Action item: Each record should be given again exactly as it appears, with no image included.

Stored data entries
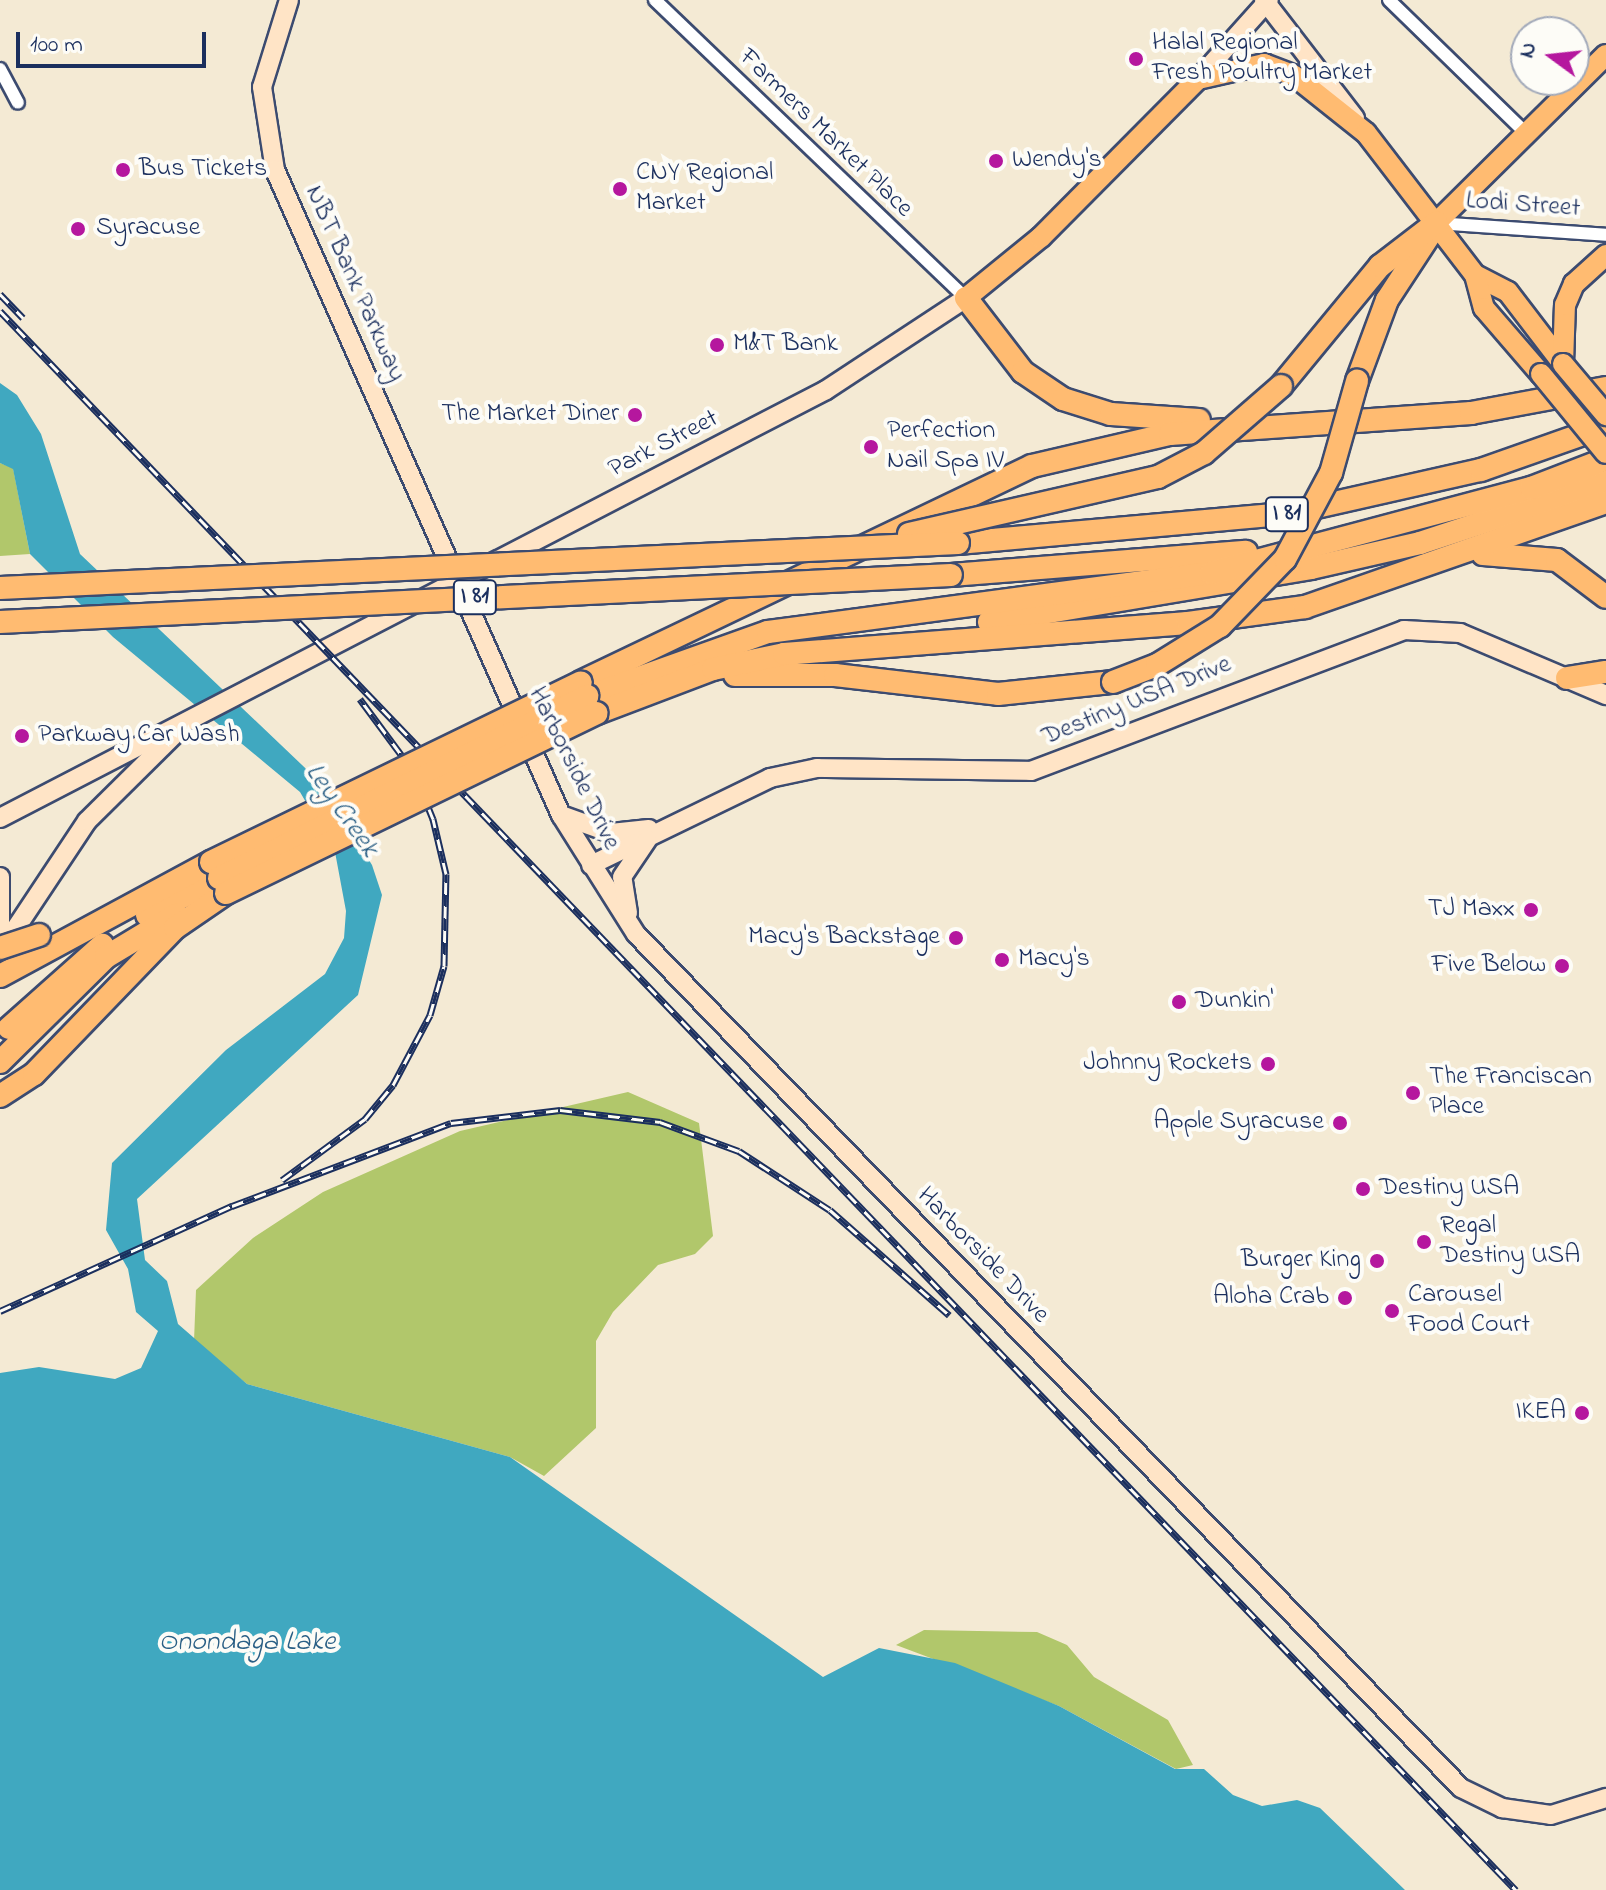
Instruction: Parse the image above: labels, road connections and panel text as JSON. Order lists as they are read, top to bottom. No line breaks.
{"streets":{"highway":["I 81"],"main road":["Park Street"],"street":["Farmers Market Place","Lodi Street","NBT Bank Parkway","Destiny USA Drive","Harborside Drive"]},"crossings":[["Farmers Market Place","Park Street"],["NBT Bank Parkway","Park Street"],["NBT Bank Parkway","Harborside Drive"],["Park Street","Harborside Drive"],["Destiny USA Drive","Harborside Drive"]],"water":["Ley Creek","Onondaga Lake"],"places":["Halal Regional Fresh Poultry Market","Wendy's","Bus Tickets","CNY Regional Market","Syracuse","M&T Bank","The Market Diner","Perfection Nail Spa IV","Parkway Car Wash","TJ Maxx","Macy's Backstage","Macy's","Five Below","Dunkin'","Johnny Rockets","The Franciscan Place","Apple Syracuse","Destiny USA","Regal Destiny USA","Burger King","Aloha Crab","Carousel Food Court","IKEA"],"scale_bar":"100 m","north":"left"}
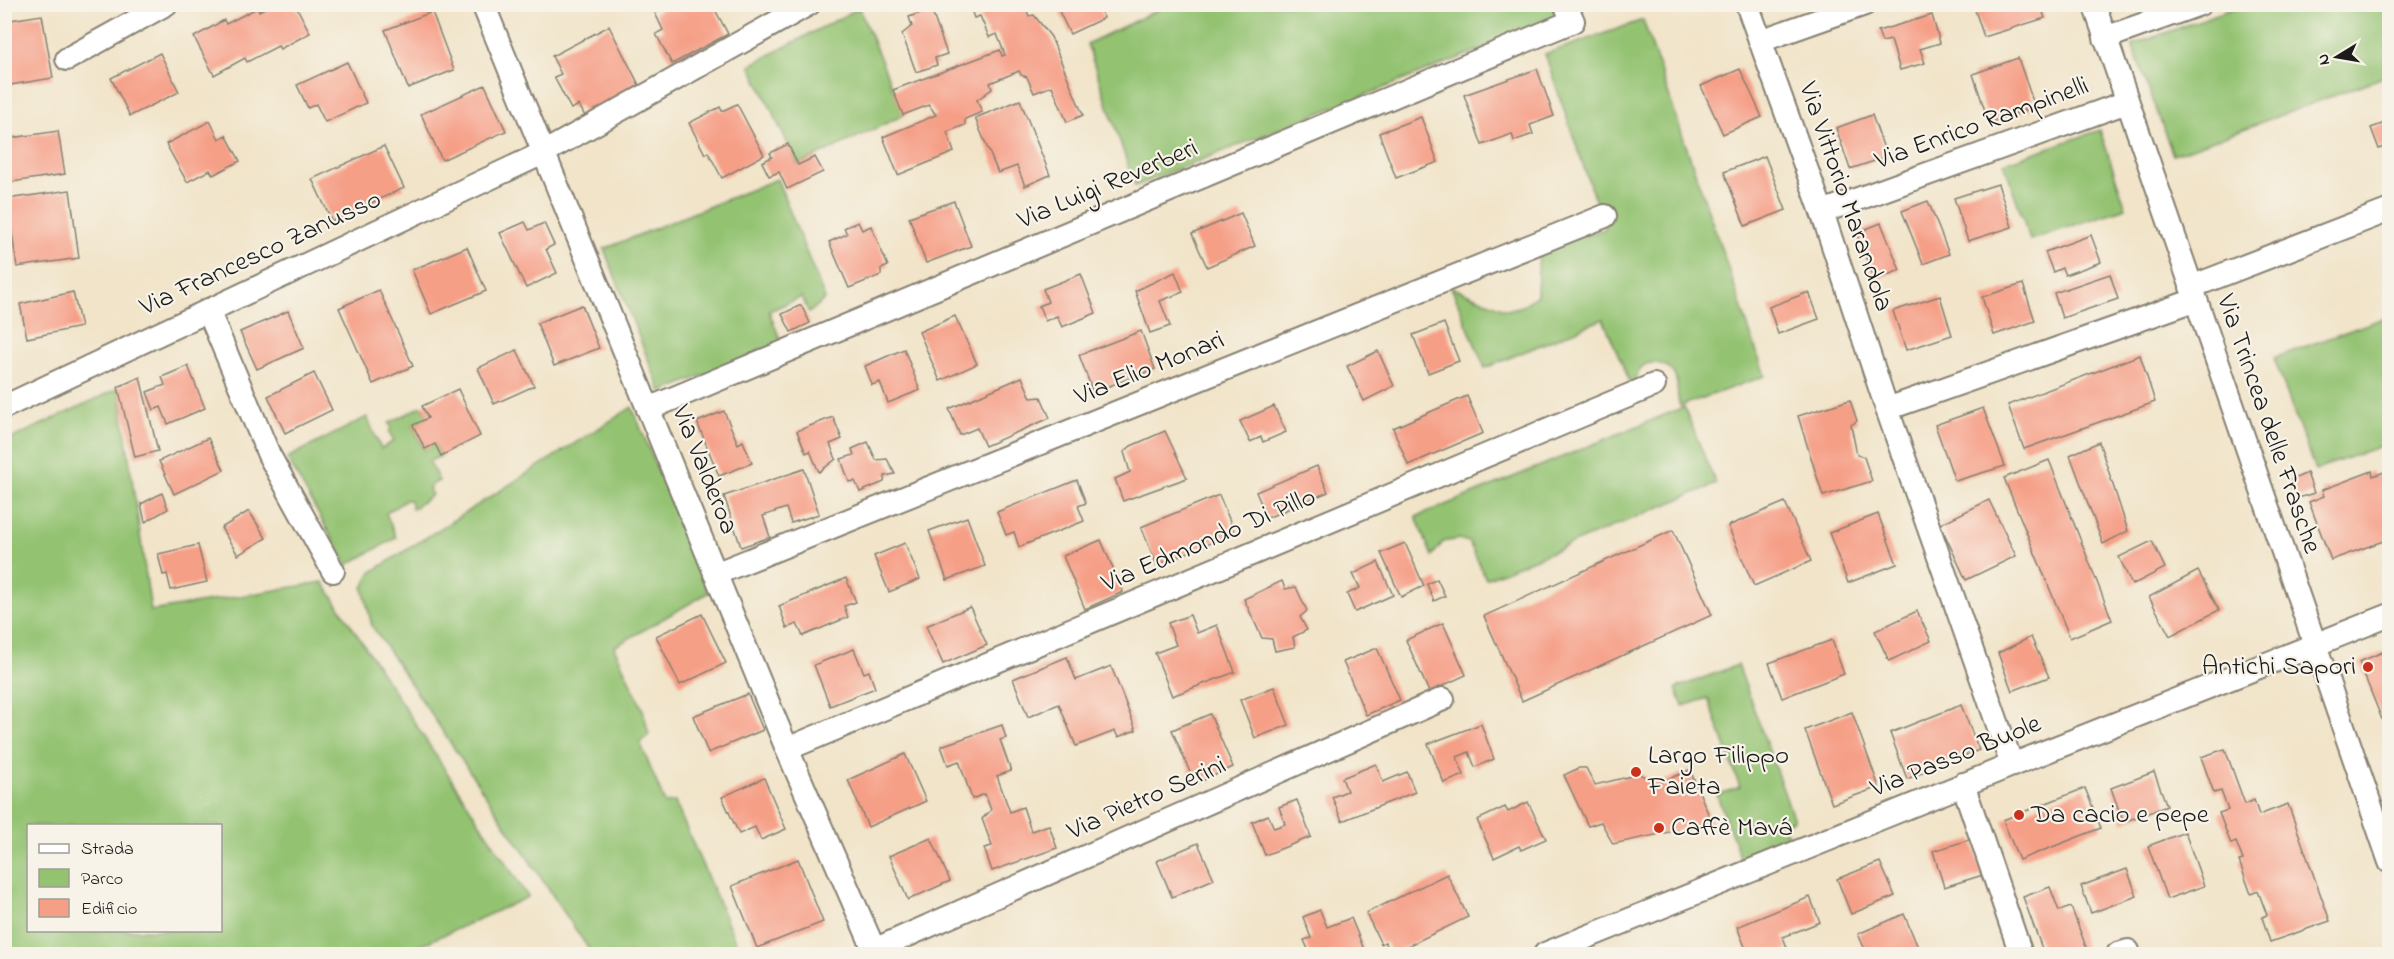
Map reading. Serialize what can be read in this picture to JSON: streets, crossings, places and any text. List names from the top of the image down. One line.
{"streets":{"street":["Via Enrico Rampinelli","Via Luigi Reverberi","Via Vittorio Marandola","Via Francesco Zanusso","Via Elio Monari","Via Trincea delle Frasche","Via Valderoa","Via Edmondo Di Pillo","Via Passo Buole","Via Pietro Serini"]},"crossings":[["Via Enrico Rampinelli","Via Vittorio Marandola"],["Via Enrico Rampinelli","Via Trincea delle Frasche"],["Via Luigi Reverberi","Via Valderoa"],["Via Vittorio Marandola","Via Passo Buole"],["Via Francesco Zanusso","Via Valderoa"],["Via Elio Monari","Via Valderoa"],["Via Trincea delle Frasche","Via Passo Buole"],["Via Valderoa","Via Edmondo Di Pillo"],["Via Valderoa","Via Pietro Serini"]],"places":["Antichi Sapori","Largo Filippo Faieta","Da cacio e pepe","Caffè Mavá"],"legend":["Strada","Parco","Edificio"],"north":"left"}
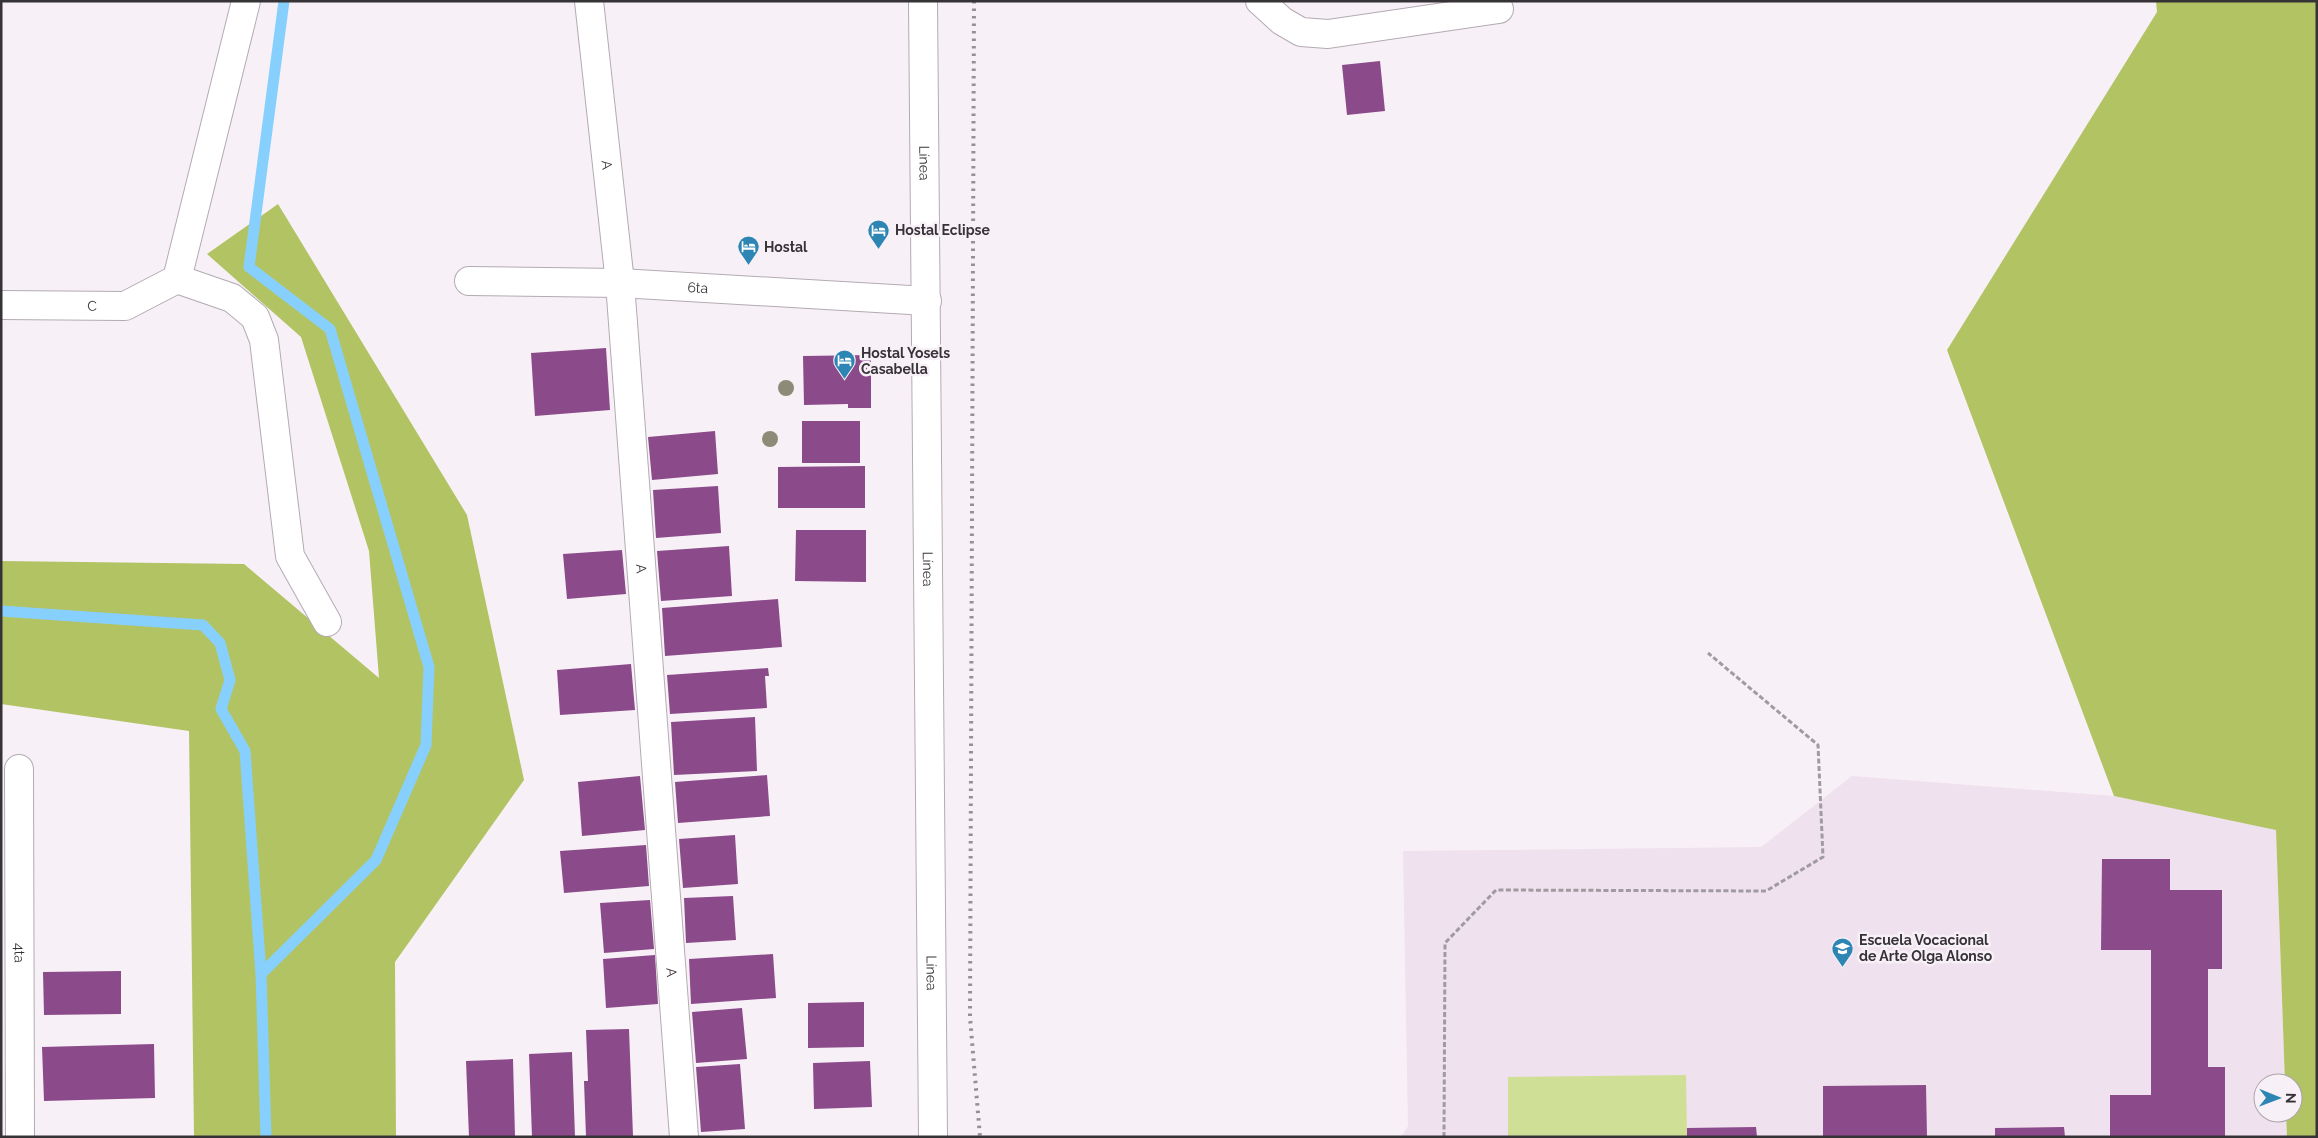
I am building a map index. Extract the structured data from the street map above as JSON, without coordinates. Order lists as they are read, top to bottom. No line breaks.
{"streets":{"street":["Línea","A","6ta","C","4ta"]},"crossings":[["Línea","6ta"],["A","6ta"]],"places":{"hotel":["Hostal Eclipse","Hostal","Hostal Yosels Casabella"],"school or university":["Escuela Vocacional de Arte Olga Alonso"]},"north":"right"}
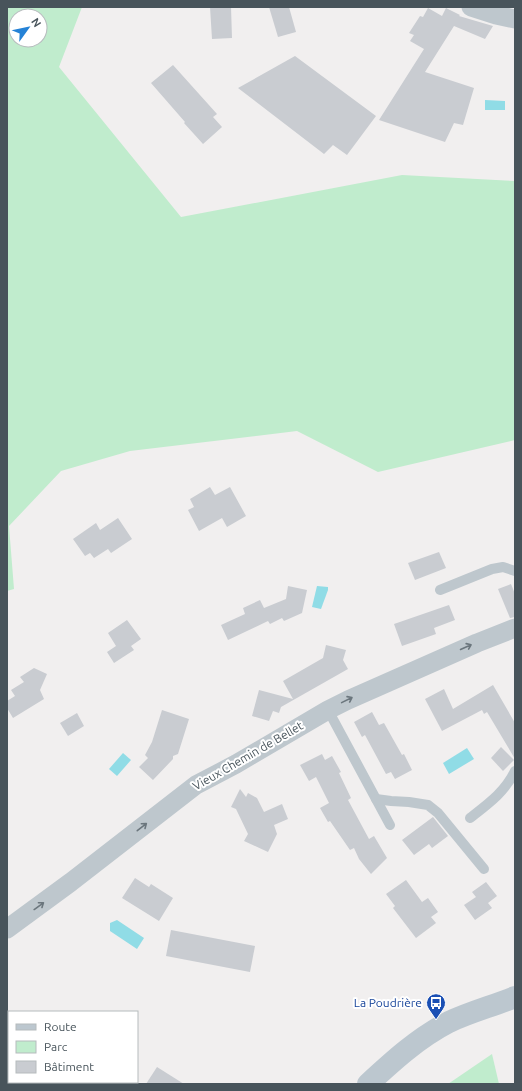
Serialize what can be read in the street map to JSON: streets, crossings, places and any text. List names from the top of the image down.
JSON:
{
  "streets": {
    "street": ["Vieux Chemin de Bellet"]
  },
  "one_way": ["Vieux Chemin de Bellet"],
  "places": {
    "bus stop": ["La Poudrière"]
  },
  "legend": ["Route", "Parc", "Bâtiment"],
  "north": "top right"
}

Task result:
Instruction: Parse the image above: labels, road connections and panel text as JSON. Order lists as they are read, top to bottom. No line breaks.
{"streets":{"highway":["I 81"],"main road":["Park Street"],"street":["Farmers Market Place","Lodi Street","NBT Bank Parkway","Destiny USA Drive","Harborside Drive"]},"crossings":[["Farmers Market Place","Park Street"],["NBT Bank Parkway","Park Street"],["NBT Bank Parkway","Harborside Drive"],["Park Street","Harborside Drive"],["Destiny USA Drive","Harborside Drive"]],"water":["Ley Creek","Onondaga Lake"],"places":["Halal Regional Fresh Poultry Market","Wendy's","Bus Tickets","CNY Regional Market","Syracuse","M&T Bank","The Market Diner","Perfection Nail Spa IV","Parkway Car Wash","TJ Maxx","Macy's Backstage","Macy's","Five Below","Dunkin'","Johnny Rockets","The Franciscan Place","Apple Syracuse","Destiny USA","Regal Destiny USA","Burger King","Aloha Crab","Carousel Food Court","IKEA"],"scale_bar":"100 m","north":"left"}
Map reading. Serialize what can be read in this picture to JSON: streets, crossings, places and any text. List names from the top of the image down. One line.
{"streets":{"street":["Via Enrico Rampinelli","Via Luigi Reverberi","Via Vittorio Marandola","Via Francesco Zanusso","Via Elio Monari","Via Trincea delle Frasche","Via Valderoa","Via Edmondo Di Pillo","Via Passo Buole","Via Pietro Serini"]},"crossings":[["Via Enrico Rampinelli","Via Vittorio Marandola"],["Via Enrico Rampinelli","Via Trincea delle Frasche"],["Via Luigi Reverberi","Via Valderoa"],["Via Vittorio Marandola","Via Passo Buole"],["Via Francesco Zanusso","Via Valderoa"],["Via Elio Monari","Via Valderoa"],["Via Trincea delle Frasche","Via Passo Buole"],["Via Valderoa","Via Edmondo Di Pillo"],["Via Valderoa","Via Pietro Serini"]],"places":["Antichi Sapori","Largo Filippo Faieta","Da cacio e pepe","Caffè Mavá"],"legend":["Strada","Parco","Edificio"],"north":"left"}
I am building a map index. Extract the structured data from the street map above as JSON, without coordinates. Order lists as they are read, top to bottom. No line breaks.
{"streets":{"street":["Línea","A","6ta","C","4ta"]},"crossings":[["Línea","6ta"],["A","6ta"]],"places":{"hotel":["Hostal Eclipse","Hostal","Hostal Yosels Casabella"],"school or university":["Escuela Vocacional de Arte Olga Alonso"]},"north":"right"}
Serialize what can be read in the street map to JSON: streets, crossings, places and any text. List names from the top of the image down.
JSON:
{
  "streets": {
    "street": ["Vieux Chemin de Bellet"]
  },
  "one_way": ["Vieux Chemin de Bellet"],
  "places": {
    "bus stop": ["La Poudrière"]
  },
  "legend": ["Route", "Parc", "Bâtiment"],
  "north": "top right"
}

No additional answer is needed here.